Sie blickten mich neugierig an, hatten aber als Erwiderung meines „Grüß Gott“ nur ein wälsches „buona sera“. Einigermaßen verblüfft über diese Antwort, ging ich weiter.

Vor der Thür eines Hauses spielten flachsköpfige, bausbackige Kinder das Spiel, welches in meiner Heimath „Ringelringelreihe“ heißt. Hier sangen die Kinder:

„Rigna, regna,
pult un toschela*
de katz in gart,
der hunt en schatten.“

Als mich das kleine Volk wahrnahm, stockte das Spiel, und alle gafften mich an. Ich fing den Buben heraus, welcher mir der unternehmendste zu sein schien, und fragte ihn: „Wo wohnt denn der Herr Curat?“

Tiefes Schweigen. Endlich sagte ein kleines Mädchen erklärend: „Ar muanet en Pfaff“. Der Curat oder der „groasse Pfaff“ wie ihn die Luserner nicht etwa in verächtlichem Sinn nennen (der Cooperator heißt „kluaner Pfaff“), kam glücklicher Weise des Weges. Nach stattgehabter Begrüßung erklärte er sich gern bereit, mir über die interessante Gemeinde, welcher er vorstand, die erwünschte Auskunft zu ertheilen, und geleitete mich nach dem Wirthshaus.

Das war das deutsche Dorfwirthshaus, wie es im Buch steht; die hölzernen Tische und Stühle, der breite Ofen, die tickende Schwarzwälderin im Winkel, Alles war vorhanden bis auf die grellbunten Bilder, welche die Leidensgeschichte der heiligen Genoveva darstellen. Der Wirth hieß mich in seinem Idiom, welches ich aber bei aller Aufmerksamkeit nicht ohne die Erklärung des geistlichen Herrn verstand, willkommen und brachte herbei, was Küche und Keller boten: Wein, Brod, Polenta, Käse und als Hauptgericht eine geräucherte Wurst, auf deren Besitz er sich nicht wenig einzubilden schien.

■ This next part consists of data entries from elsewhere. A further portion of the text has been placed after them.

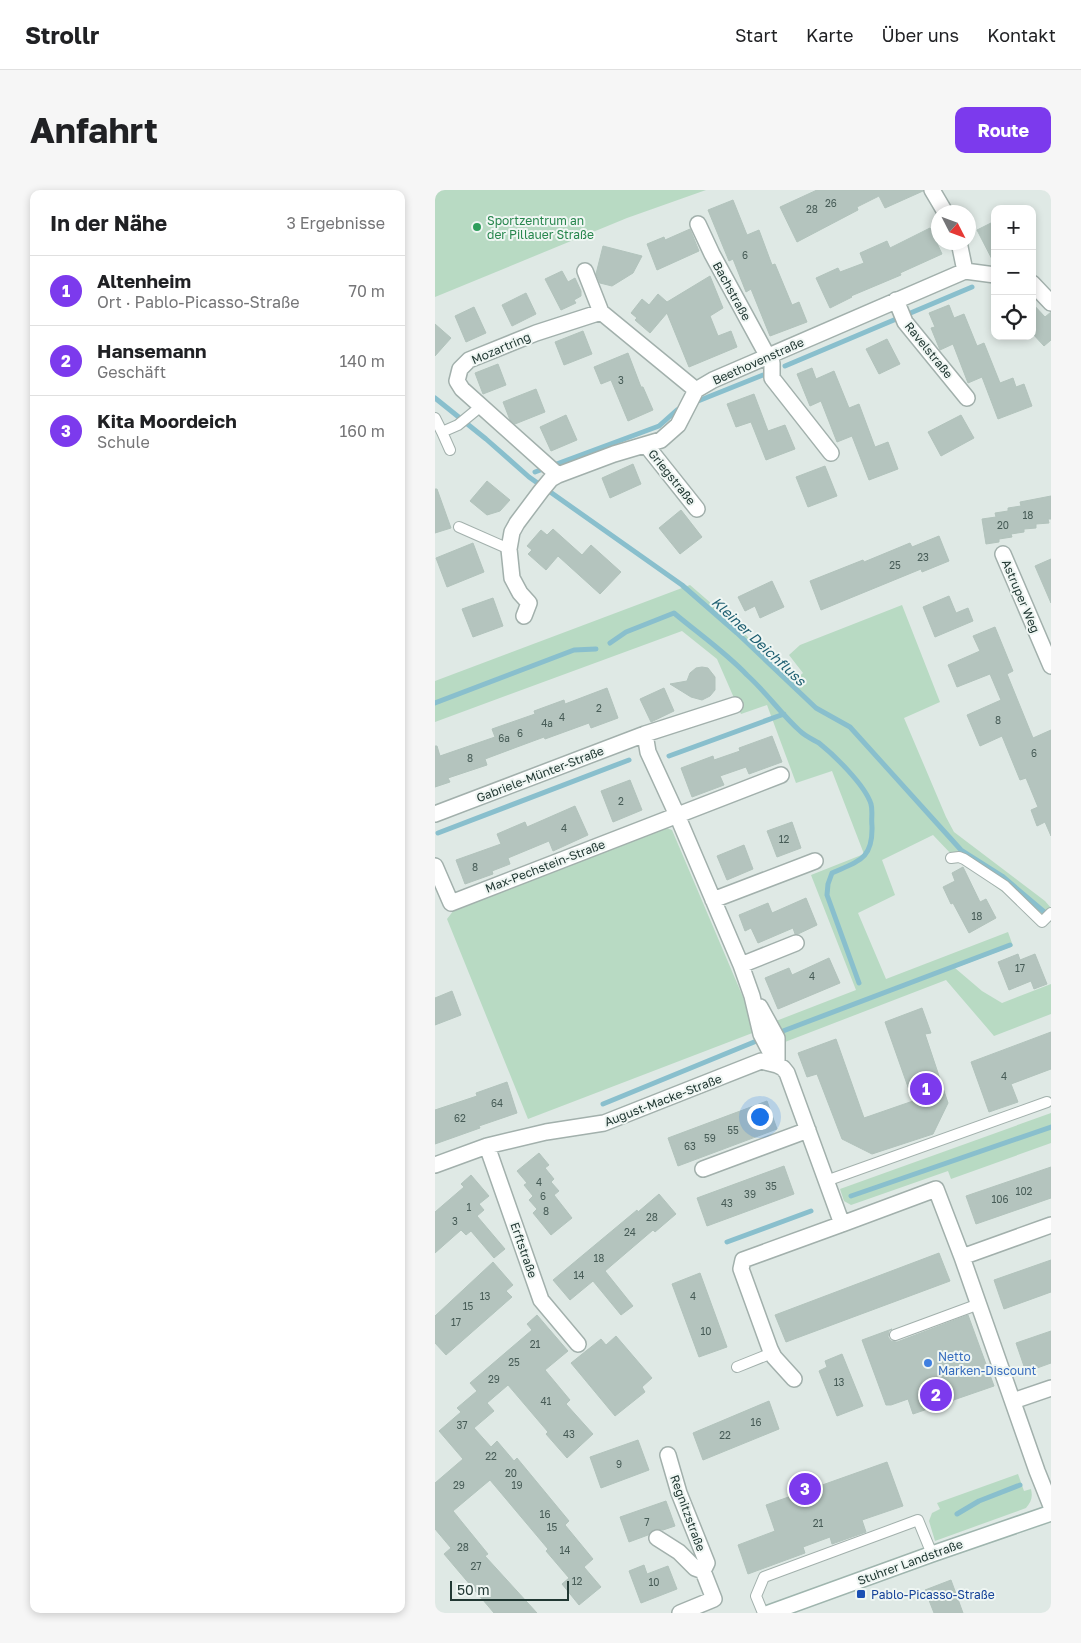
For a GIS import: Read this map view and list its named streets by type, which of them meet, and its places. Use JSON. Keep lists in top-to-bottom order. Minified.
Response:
{"streets":{"street":["Bachstraße","Mozartring","Ravelstraße","Beethovenstraße","Griegstraße","Astruper Weg","Gabriele-Münter-Straße","Max-Pechstein-Straße","August-Macke-Straße","Erftstraße","Regnitzstraße","Stuhrer Landstraße"]},"crossings":[["Bachstraße","Beethovenstraße"],["Ravelstraße","Beethovenstraße"],["August-Macke-Straße","Erftstraße"]],"water":["Kleiner Deichfluss"],"places":{"other":["Sportzentrum an der Pillauer Straße","Netto Marken-Discount"],"transit":["Pablo-Picasso-Straße"]},"house_numbers":["26","28","6","3","18","20","23","25","2","4","8","4a","6","6a","6","8","2","4","12","8","18","17","4","4","64","62","55","59","63","4","35","102","39","6","106","43","1","8","28","3","24","18","14","13","4","15","17","10","21","25","29","13","41","16","37","43","22","22","9","20","29","19","16","7","21","15","28","14","27","12","10"],"scale_bar":"50 m","north":"bottom right","page":{"header":"Strollr","nav":["Start","Karte","Über uns","Kontakt"],"buttons":"Route","title":"Anfahrt","heading":["In der Nähe","3 Ergebnisse"],"map_buttons":["+","−"],"list":[{"mark":"1","name":"Altenheim","note":"Ort · Pablo-Picasso-Straße","value":"70 m"},{"mark":"2","name":"Hansemann","note":"Geschäft","value":"140 m"},{"mark":"3","name":"Kita Moordeich","note":"Schule","value":"160 m"}],"pins":["1","2","3"],"scale":"50 m"}}
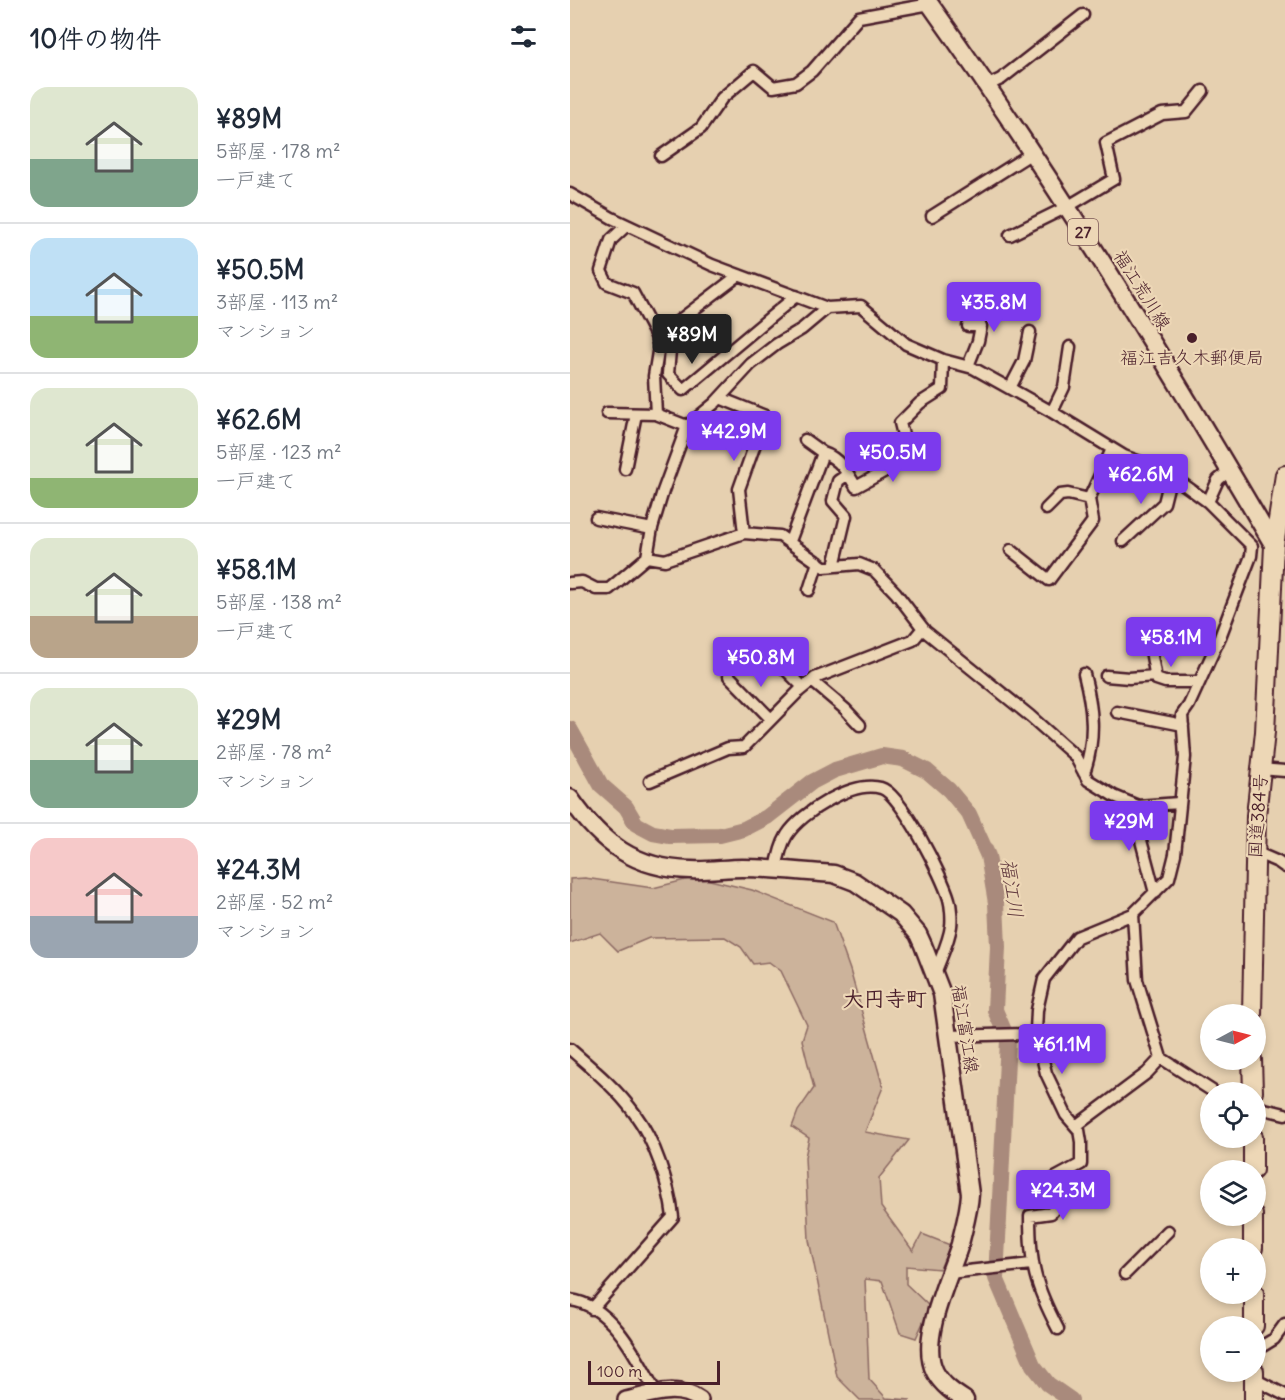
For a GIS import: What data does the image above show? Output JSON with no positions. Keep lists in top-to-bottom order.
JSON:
{
  "streets": {
    "highway": ["国道384号"],
    "main road": ["27", "福江荒川線", "福江富江線"]
  },
  "crossings": [
    ["福江荒川線", "国道384号"]
  ],
  "districts": ["大円寺町"],
  "water": ["福江川"],
  "places": ["福江吉久木郵便局"],
  "scale_bar": "100 m",
  "north": "right",
  "page": {
    "heading": "10件の物件",
    "list": [
      {
        "name": "¥89M",
        "note": "5部屋 · 178 m² · 一戸建て"
      },
      {
        "name": "¥50.5M",
        "note": "3部屋 · 113 m² · マンション"
      },
      {
        "name": "¥62.6M",
        "note": "5部屋 · 123 m² · 一戸建て"
      },
      {
        "name": "¥58.1M",
        "note": "5部屋 · 138 m² · 一戸建て"
      },
      {
        "name": "¥29M",
        "note": "2部屋 · 78 m² · マンション"
      },
      {
        "name": "¥24.3M",
        "note": "2部屋 · 52 m² · マンション"
      }
    ],
    "price": [
      "¥35.8M",
      "¥89M",
      "¥42.9M",
      "¥50.5M",
      "¥62.6M",
      "¥58.1M",
      "¥50.8M",
      "¥29M",
      "¥61.1M",
      "¥24.3M"
    ],
    "map_buttons": ["+", "−"],
    "scale": "100 m"
  }
}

Es kamen auch die Honoratioren, nämlich der Herr Doctor aus Lavarone, der, auf deutschen Universitäten gebildet, natürlich der hochdeutschen Sprache mächtig war, und zwei junge Schullehrer, beide gebürtig aus Luserna und gegenwärtig in der Vacanz, da in den Gemeinden, wo sie wirkten, nur im Winter Schule gehalten wird.

Meine Wißbegierde hinsichtlich der Luserner sollte indessen nicht sofort befriedigt werden, vielmehr mußte ich meine Pflicht als Zugereister erfüllen und berichten, wie es draußen in der Welt hergehe, dazu prasselte der Regen, rollte der Donner, und vom Kirchthurm tönte das Wettergeläute, mit dem der rechtgläubige Tiroler das Gewitter zerstreuen zu können vermeint. Als sich nach einer Stunde der Himmel aufgeheitert hatte, entfernte sich der Arzt, nicht ohne mir mit süßsaurem Lächeln die Versicherung gegeben zu haben, solch ein gesunder Ort wie Luserna existire nicht noch einmal in der Welt – seit Weihnachten kein einziger Krankheitsfall!

Der Curat schlug einen Gang durch das Dorf vor, und jetzt fand ich Gelegenheit, die Leute sprechen zu hören, aber sie thaten es mit einer gewissen Schüchternheit, die sich leicht erklärt, wenn man bedenkt, daß der Luserner Dialekt den Umwohnern häufig Gegenstand des Spottes ist. Bei dem Gang durch das Dorf fiel mir die fast gänzliche Abwesenheit der Männer auf, und ich erhielt auf meine hierauf bezügliche Frage die Antwort, daß die Mehrzahl der Männer den Sommer über als Maurer und Straßenarbeiter ihr Brod in der Welt suchen, um im Winter mit ihren Ersparnissen heimzukehren. „In den Armen der Mannen liegt der Reichtum des Landes,“ sagt daher der Luserner. Die Feldarbeit wird von den Frauen besorgt, und von arbeitsfähigen Männern bleiben nur einige Handwerker und wenige andere zurück, die mit dem Vieh und der Bereitung des Käses zu schaffen haben. Ich besuchte die Käserei, welche eine wichtige Erwerbsquelle der armen Gemeinde bildet, und war durch die allenthalben herrschende Reinlichkeit angenehm überrascht.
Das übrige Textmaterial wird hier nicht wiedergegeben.